* [PROBLEM REQUIREMENTS]: Make an exact copy of the records, with the pictures left out.

##########

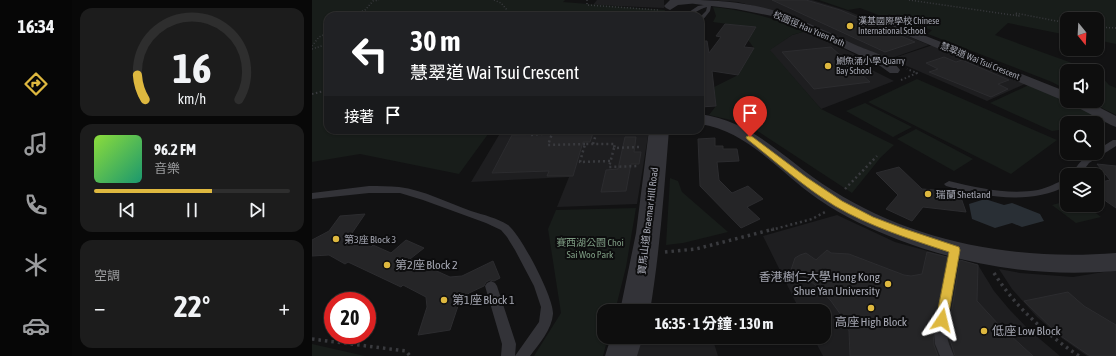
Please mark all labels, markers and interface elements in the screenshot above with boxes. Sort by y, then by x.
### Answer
street label: 校園徑 Hau Yuen Path [772,9,847,49]
north arrow [1060,12,1104,56]
map controls [1060,12,1104,212]
place label: 漢基國際學校 Chinese International School [858,15,939,36]
text: 16:34 [17,16,55,37]
marker: 漢基國際學校 Chinese International School [845,21,855,31]
text: 30 m [410,25,460,57]
icon: left [344,28,396,80]
street label: 慧翠道 Wai Tsui Crescent [939,41,1021,82]
text: 16 [172,44,212,92]
place label: 鰂魚涌小學 Quarry Bay School [836,55,905,76]
marker: 鰂魚涌小學 Quarry Bay School [823,61,833,71]
text: 慧翠道 Wai Tsui Crescent [410,62,579,83]
button: sound [1060,64,1104,108]
icon: directions [22,70,50,98]
text: km/h [178,91,206,107]
pin [733,96,767,137]
icon: arrive [739,102,761,124]
icon: arrive [382,104,404,126]
text: 接著 [344,108,374,125]
button: search [1060,116,1104,160]
icon: music [22,130,50,158]
text: 96.2 FM [154,141,196,158]
text: 音樂 [154,161,180,176]
street label: 寶馬山道 Braemar Hill Road [636,166,660,275]
button: layers [1060,168,1104,212]
marker: 瑞蘭 Shetland [923,189,933,199]
place label: 瑞蘭 Shetland [936,189,991,200]
icon: phone [22,191,50,219]
icon: previous [116,199,138,221]
icon: pause [181,199,203,221]
icon: next [246,199,268,221]
marker: 第3座 Block 3 [331,234,341,244]
place label: 第3座 Block 3 [344,234,397,245]
park label: 賽西湖公園 Choi Sai Woo Park [556,237,624,260]
icon: climate [22,251,50,279]
place label: 第2座 Block 2 [395,258,458,272]
marker: 第2座 Block 2 [382,260,392,270]
text: 空調 [94,268,120,283]
place label: 香港樹仁大學 Hong Kong Shue Yan University [759,270,881,298]
marker: 香港樹仁大學 Hong Kong Shue Yan University [883,279,893,289]
text: 22° [174,289,210,323]
speed limit sign: 20 [324,292,376,344]
place label: 第1座 Block 1 [452,293,515,307]
text: − [94,294,105,320]
text: + [279,294,290,320]
marker: 第1座 Block 1 [439,295,449,305]
position arrow [921,299,963,341]
marker: 高座 High Block [866,303,876,313]
icon: car [22,312,50,340]
text: 16:35 · 1 分鐘 · 130 m [655,315,773,332]
place label: 高座 High Block [835,315,908,329]
place label: 低座 Low Block [992,324,1061,338]
marker: 低座 Low Block [979,326,989,336]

##########

* [RESPONSE BOX]:
Please mark all labels, markers and interface elements in the screenshot above with boxes. Sort by y, then by x.
### Answer
street label: 校園徑 Hau Yuen Path [772,9,847,49]
north arrow [1060,12,1104,56]
map controls [1060,12,1104,212]
place label: 漢基國際學校 Chinese International School [858,15,939,36]
text: 16:34 [17,16,55,37]
marker: 漢基國際學校 Chinese International School [845,21,855,31]
text: 30 m [410,25,460,57]
icon: left [344,28,396,80]
street label: 慧翠道 Wai Tsui Crescent [939,41,1021,82]
text: 16 [172,44,212,92]
place label: 鰂魚涌小學 Quarry Bay School [836,55,905,76]
marker: 鰂魚涌小學 Quarry Bay School [823,61,833,71]
text: 慧翠道 Wai Tsui Crescent [410,62,579,83]
button: sound [1060,64,1104,108]
icon: directions [22,70,50,98]
text: km/h [178,91,206,107]
pin [733,96,767,137]
icon: arrive [739,102,761,124]
icon: arrive [382,104,404,126]
text: 接著 [344,108,374,125]
button: search [1060,116,1104,160]
icon: music [22,130,50,158]
text: 96.2 FM [154,141,196,158]
text: 音樂 [154,161,180,176]
street label: 寶馬山道 Braemar Hill Road [636,166,660,275]
button: layers [1060,168,1104,212]
marker: 瑞蘭 Shetland [923,189,933,199]
place label: 瑞蘭 Shetland [936,189,991,200]
icon: phone [22,191,50,219]
icon: previous [116,199,138,221]
icon: pause [181,199,203,221]
icon: next [246,199,268,221]
marker: 第3座 Block 3 [331,234,341,244]
place label: 第3座 Block 3 [344,234,397,245]
park label: 賽西湖公園 Choi Sai Woo Park [556,237,624,260]
icon: climate [22,251,50,279]
place label: 第2座 Block 2 [395,258,458,272]
marker: 第2座 Block 2 [382,260,392,270]
text: 空調 [94,268,120,283]
place label: 香港樹仁大學 Hong Kong Shue Yan University [759,270,881,298]
marker: 香港樹仁大學 Hong Kong Shue Yan University [883,279,893,289]
text: 22° [174,289,210,323]
speed limit sign: 20 [324,292,376,344]
place label: 第1座 Block 1 [452,293,515,307]
text: − [94,294,105,320]
text: + [279,294,290,320]
marker: 第1座 Block 1 [439,295,449,305]
position arrow [921,299,963,341]
marker: 高座 High Block [866,303,876,313]
icon: car [22,312,50,340]
text: 16:35 · 1 分鐘 · 130 m [655,315,773,332]
place label: 高座 High Block [835,315,908,329]
place label: 低座 Low Block [992,324,1061,338]
marker: 低座 Low Block [979,326,989,336]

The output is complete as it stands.